There is certainly a “cause-and-effect” phenomenon that occurs in a football game, as the result of points being scored on offense, are “caused” by gaining yards up and down the field through both running and passing the football. Points can also be scored on defense or special teams, but this is much more difficult and uncommon throughout a game. However, in our model we have included defensive variables such as turnovers and defensive/special teams’ touchdowns. Each team is unique in their own way based on the personnel that exists on the roster. Having some prior knowledge of the NFL is helpful in conducting a study like this, but it is prevalent how different team strategies can be just by looking at the dataset. Teams with a more talented offensive line and running backs such as the 2016 Cowboys stand out on the dataset, as they scored many points that year while rushing for an abundance of yards. On the other hand, a team with a more talented quarterback and receivers will find more success in scoring points by passing the ball. Each team has its own strategy, but the goal remains consistent throughout the whole league; to score more points than the opposing team.
The question that we are seeking to explain is which factors are most important towards team success in the NFL through econometrics. The NFL is becoming increasingly more data driven, especially over the course of the past 10 years, which our study focuses on. Teams are hiring more and more people to their data analytics departments, as it is proving to give a competitive edge. A 2020 article from the Washington Post does a deep dive into the world on NFL data and statistics, showing just how much more prevalent it is becoming across the league. One example the article points out is that the 2019 season consisted of teams trying more fourth-down conversions in the history of the league, at 595. This was a statistically driven decision, as teams used data and statistics to determine the expected value of each play, with the goal being to maximize points scored. In turn, this led to teams going for it more on fourth down. With that said, we strive to use our regression model to explain as much about team success as possible. With data becoming increasingly more prevalent in all of sports, the findings from our model can have real significance towards team decisions and strategy.
2. Data
The data we are primarily using to conduct our study is titled “NFL Team Stats 2002-2019” and is found on Kaggle. This dataset contains a multitude of statistics from thousands of NFL games, spanning from 2002-2019. However, we have transformed the dataset to include just the previous decade, so we will be looking at the 2009-2019-time frame (with a few games form 2020 as well). We want to be as current as possible with our research, so that is why we decided to just focus on the previous decade in the NFL. This is a very meaningful dataset for what we are seeking to find, as it includes many variables that will affect how many points are scored. Some of these variables include both passing and rushing yards, penalties, time of possession, and of course, points. Point differential is our explained variable throughout our study, as this is the factor that determines wins or losses. With so many different factors affecting points scored, it is very interesting to look at what most contributes to this result.
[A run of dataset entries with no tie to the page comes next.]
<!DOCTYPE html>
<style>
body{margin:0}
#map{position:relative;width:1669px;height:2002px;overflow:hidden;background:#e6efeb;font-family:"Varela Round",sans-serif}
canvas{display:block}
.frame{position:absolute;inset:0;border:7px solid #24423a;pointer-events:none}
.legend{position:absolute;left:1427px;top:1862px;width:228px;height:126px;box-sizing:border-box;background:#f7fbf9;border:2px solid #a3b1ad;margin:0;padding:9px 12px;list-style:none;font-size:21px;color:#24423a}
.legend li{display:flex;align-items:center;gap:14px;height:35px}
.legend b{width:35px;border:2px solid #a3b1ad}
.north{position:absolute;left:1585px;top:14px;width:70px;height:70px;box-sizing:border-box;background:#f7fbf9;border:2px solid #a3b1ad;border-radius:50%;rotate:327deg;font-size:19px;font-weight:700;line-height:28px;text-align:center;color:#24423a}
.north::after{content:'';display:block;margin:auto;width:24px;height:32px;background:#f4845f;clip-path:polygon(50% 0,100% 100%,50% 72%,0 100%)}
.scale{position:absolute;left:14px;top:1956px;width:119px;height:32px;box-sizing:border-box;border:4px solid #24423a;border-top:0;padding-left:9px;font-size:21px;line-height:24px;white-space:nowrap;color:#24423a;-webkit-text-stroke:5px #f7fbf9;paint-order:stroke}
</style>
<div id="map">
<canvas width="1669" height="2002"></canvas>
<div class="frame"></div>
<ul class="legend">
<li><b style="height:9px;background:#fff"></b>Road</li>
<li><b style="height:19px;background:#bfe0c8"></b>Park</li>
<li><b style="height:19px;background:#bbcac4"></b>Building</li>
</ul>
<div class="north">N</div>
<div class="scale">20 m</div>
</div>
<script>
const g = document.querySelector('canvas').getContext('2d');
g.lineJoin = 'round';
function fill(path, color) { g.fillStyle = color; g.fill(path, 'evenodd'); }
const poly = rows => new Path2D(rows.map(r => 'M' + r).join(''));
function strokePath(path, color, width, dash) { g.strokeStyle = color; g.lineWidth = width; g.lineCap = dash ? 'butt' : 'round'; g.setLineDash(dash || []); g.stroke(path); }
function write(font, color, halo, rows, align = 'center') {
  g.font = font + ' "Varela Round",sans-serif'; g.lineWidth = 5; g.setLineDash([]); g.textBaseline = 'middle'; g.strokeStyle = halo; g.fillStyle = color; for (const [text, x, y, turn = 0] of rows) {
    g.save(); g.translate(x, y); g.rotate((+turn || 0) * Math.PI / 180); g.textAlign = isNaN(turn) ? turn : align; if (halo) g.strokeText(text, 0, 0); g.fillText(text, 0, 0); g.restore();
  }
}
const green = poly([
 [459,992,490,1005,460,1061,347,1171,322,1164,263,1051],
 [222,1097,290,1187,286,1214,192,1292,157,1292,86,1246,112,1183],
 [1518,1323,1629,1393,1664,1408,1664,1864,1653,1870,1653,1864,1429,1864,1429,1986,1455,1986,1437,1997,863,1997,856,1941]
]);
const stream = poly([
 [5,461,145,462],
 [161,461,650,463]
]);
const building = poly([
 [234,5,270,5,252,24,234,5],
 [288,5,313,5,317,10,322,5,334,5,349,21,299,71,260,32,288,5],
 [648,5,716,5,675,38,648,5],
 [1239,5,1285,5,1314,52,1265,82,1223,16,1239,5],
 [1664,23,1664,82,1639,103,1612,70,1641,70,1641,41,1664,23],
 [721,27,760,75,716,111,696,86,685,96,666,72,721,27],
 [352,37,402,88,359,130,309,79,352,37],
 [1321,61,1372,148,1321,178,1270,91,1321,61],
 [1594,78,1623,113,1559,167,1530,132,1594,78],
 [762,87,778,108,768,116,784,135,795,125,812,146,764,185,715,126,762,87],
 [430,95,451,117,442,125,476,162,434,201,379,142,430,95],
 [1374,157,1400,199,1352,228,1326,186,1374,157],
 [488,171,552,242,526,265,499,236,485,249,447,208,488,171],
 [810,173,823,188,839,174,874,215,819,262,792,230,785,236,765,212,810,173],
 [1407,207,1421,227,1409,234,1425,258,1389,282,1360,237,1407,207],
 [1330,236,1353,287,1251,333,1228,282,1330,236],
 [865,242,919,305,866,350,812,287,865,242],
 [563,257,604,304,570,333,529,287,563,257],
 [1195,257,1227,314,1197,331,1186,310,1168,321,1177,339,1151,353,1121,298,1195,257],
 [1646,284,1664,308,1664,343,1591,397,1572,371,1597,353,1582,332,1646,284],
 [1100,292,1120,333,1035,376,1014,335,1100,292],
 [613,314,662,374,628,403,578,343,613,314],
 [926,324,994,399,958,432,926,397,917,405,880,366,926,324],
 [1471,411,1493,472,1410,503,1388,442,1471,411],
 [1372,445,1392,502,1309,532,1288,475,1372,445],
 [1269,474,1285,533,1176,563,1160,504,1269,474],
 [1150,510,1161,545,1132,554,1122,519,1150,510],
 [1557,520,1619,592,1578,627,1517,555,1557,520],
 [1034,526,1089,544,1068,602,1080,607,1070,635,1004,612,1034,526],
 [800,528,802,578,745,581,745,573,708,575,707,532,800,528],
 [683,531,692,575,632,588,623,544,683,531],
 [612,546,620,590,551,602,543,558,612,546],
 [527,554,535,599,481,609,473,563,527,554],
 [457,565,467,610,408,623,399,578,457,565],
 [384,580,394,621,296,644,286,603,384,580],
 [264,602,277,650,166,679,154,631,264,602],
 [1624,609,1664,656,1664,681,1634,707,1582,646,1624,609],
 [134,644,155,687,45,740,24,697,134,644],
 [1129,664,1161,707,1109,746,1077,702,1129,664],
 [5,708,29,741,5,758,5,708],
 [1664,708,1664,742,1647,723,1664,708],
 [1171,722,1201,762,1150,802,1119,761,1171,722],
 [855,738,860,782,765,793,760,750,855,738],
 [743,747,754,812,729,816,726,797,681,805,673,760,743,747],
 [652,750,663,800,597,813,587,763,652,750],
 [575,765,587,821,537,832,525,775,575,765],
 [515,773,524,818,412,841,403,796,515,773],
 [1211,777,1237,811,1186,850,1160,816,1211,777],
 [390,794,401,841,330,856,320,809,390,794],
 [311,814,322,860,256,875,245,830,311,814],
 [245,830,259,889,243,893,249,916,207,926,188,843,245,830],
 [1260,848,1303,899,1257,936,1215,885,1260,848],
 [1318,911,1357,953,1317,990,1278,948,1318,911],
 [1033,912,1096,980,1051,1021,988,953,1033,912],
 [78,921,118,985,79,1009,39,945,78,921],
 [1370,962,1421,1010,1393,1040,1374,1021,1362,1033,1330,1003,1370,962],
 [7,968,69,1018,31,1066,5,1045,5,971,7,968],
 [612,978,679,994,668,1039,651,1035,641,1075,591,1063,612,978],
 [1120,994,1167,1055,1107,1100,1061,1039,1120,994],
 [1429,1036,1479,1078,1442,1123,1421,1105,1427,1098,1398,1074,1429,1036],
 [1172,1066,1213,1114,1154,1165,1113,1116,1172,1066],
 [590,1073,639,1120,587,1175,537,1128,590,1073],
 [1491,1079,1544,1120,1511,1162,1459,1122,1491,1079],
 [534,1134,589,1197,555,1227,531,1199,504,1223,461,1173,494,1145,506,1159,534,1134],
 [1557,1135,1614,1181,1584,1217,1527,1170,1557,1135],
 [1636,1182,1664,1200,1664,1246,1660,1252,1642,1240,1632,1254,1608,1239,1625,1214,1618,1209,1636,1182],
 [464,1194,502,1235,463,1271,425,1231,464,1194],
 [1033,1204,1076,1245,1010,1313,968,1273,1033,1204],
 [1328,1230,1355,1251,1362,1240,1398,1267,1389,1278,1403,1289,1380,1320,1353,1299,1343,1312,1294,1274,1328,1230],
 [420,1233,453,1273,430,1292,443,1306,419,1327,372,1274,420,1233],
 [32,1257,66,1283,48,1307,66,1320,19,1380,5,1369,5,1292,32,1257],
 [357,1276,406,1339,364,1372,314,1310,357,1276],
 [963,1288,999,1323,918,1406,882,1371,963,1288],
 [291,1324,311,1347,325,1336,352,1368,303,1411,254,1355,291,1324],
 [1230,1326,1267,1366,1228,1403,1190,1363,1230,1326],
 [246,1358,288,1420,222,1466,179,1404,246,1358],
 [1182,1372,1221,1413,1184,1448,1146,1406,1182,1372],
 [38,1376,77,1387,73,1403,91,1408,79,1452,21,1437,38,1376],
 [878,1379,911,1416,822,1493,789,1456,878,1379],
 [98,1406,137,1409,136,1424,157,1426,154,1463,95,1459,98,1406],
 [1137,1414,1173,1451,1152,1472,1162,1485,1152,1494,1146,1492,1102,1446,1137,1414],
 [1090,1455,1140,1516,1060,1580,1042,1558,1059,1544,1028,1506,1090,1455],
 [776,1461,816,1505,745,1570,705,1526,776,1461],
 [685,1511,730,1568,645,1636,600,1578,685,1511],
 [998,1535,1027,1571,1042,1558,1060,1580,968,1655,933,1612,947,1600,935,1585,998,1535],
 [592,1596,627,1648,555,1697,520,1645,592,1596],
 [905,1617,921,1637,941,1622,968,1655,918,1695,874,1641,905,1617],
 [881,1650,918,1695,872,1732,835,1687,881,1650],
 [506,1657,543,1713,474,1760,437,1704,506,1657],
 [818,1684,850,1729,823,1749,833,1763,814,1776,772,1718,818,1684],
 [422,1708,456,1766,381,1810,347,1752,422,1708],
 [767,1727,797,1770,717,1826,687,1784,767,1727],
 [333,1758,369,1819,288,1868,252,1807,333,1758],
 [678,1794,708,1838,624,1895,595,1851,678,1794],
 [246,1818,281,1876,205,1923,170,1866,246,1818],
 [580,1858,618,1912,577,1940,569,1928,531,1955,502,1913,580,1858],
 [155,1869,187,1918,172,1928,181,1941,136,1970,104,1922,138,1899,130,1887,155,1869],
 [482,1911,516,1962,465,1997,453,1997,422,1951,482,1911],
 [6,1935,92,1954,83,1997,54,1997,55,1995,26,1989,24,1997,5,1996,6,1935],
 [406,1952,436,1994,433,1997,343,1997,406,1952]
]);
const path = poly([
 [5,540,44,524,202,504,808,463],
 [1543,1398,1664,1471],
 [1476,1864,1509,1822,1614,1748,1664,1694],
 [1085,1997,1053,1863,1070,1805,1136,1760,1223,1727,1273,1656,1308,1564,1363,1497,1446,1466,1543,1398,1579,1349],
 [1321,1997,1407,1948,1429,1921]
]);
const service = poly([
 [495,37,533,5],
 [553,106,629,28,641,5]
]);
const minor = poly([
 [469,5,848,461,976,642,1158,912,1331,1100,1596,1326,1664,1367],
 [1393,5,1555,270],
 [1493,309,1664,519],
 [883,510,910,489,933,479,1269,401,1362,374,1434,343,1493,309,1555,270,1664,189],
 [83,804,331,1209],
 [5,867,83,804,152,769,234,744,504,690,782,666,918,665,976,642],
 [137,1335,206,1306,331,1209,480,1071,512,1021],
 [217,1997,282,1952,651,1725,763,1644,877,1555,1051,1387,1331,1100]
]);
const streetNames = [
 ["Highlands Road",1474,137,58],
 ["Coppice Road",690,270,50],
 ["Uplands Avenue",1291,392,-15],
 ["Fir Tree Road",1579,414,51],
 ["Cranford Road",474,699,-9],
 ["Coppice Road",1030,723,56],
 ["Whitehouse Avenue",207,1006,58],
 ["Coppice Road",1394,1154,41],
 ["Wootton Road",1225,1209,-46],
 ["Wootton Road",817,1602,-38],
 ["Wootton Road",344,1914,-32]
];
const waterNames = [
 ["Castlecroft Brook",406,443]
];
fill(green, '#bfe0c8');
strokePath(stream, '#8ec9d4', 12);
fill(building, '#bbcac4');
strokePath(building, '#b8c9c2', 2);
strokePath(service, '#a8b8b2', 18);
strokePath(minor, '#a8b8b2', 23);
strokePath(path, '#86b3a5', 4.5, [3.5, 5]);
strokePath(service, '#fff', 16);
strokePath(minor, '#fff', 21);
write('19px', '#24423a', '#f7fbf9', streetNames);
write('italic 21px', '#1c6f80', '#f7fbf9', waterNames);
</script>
Table 1 shows the descriptive statistics of variables we have included in our regression model. There are certainly many variables we are including because as was explained in the intro, there is so much that can affect a team’s point differential. As you can see in the table, the mean, or average passing yards is significantly greater than that of rushing yards. While this is true, it is also true that teams, on average, will pass more than they will run, as the att_home variable displays passing yards. Passing yards and rushing yards also vary in their minimum and maximum observations, as both the minimum and maximum values for passing yards are greater than that of rushing yards. This makes a lot of sense, as teams attempt to pass more, which will result in a greater yard gain. Teams are typically in the lead when they run the ball often, as this is a good way to run out the clock. The data for passing yards is also the most spread out and not as clustered around the mean, with a standard deviation of 78.75. Looking at other variables such as fourth down conversions and defensive/special teams’ touchdowns, it is important to note how rare these are. This variable has a minimum value of 0, while also having a mean value of less than 1. We feel that this variable, while being rare, will have a strong positive correlation to winning.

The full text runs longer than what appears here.